### WORK REQUEST
Output each record below exactly, leaving any picture out of the copy.

### Collected data entries

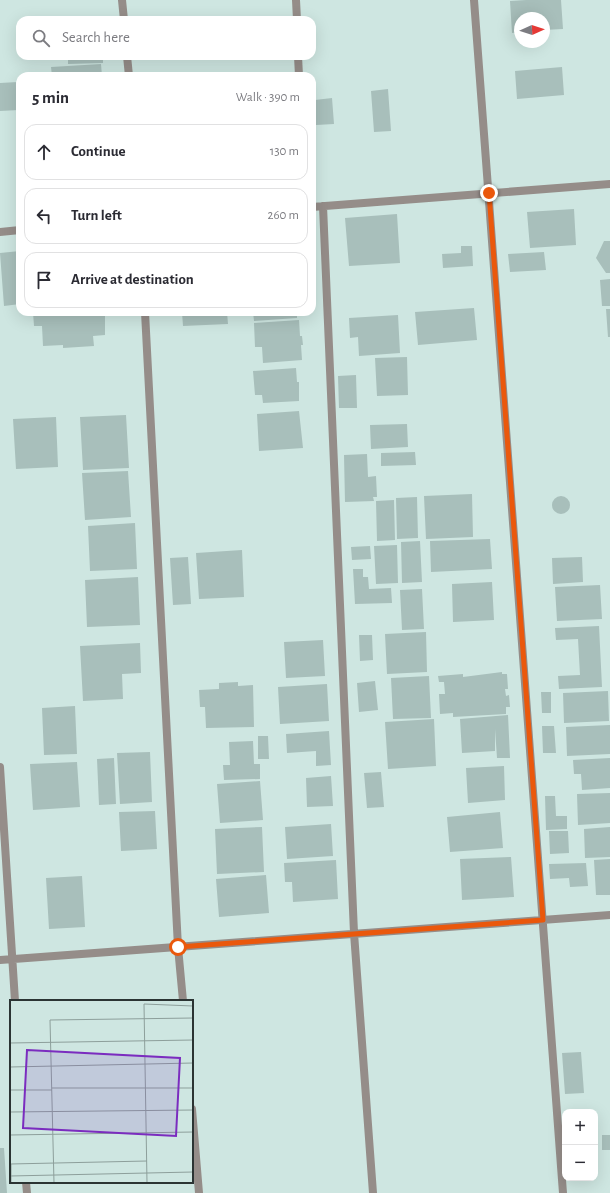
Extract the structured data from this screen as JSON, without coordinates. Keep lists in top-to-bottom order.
{
  "north": "right",
  "page": {
    "search": "Search here",
    "heading": ["5 min", "Walk · 390 m"],
    "list": [
      ["Continue", "130 m"],
      ["Turn left", "260 m"],
      "Arrive at destination"
    ],
    "map_buttons": ["+", "−"]
  }
}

### RESULT
Extract the structured data from this screen as JSON, without coordinates. Keep lists in top-to-bottom order.
{
  "north": "right",
  "page": {
    "search": "Search here",
    "heading": ["5 min", "Walk · 390 m"],
    "list": [
      ["Continue", "130 m"],
      ["Turn left", "260 m"],
      "Arrive at destination"
    ],
    "map_buttons": ["+", "−"]
  }
}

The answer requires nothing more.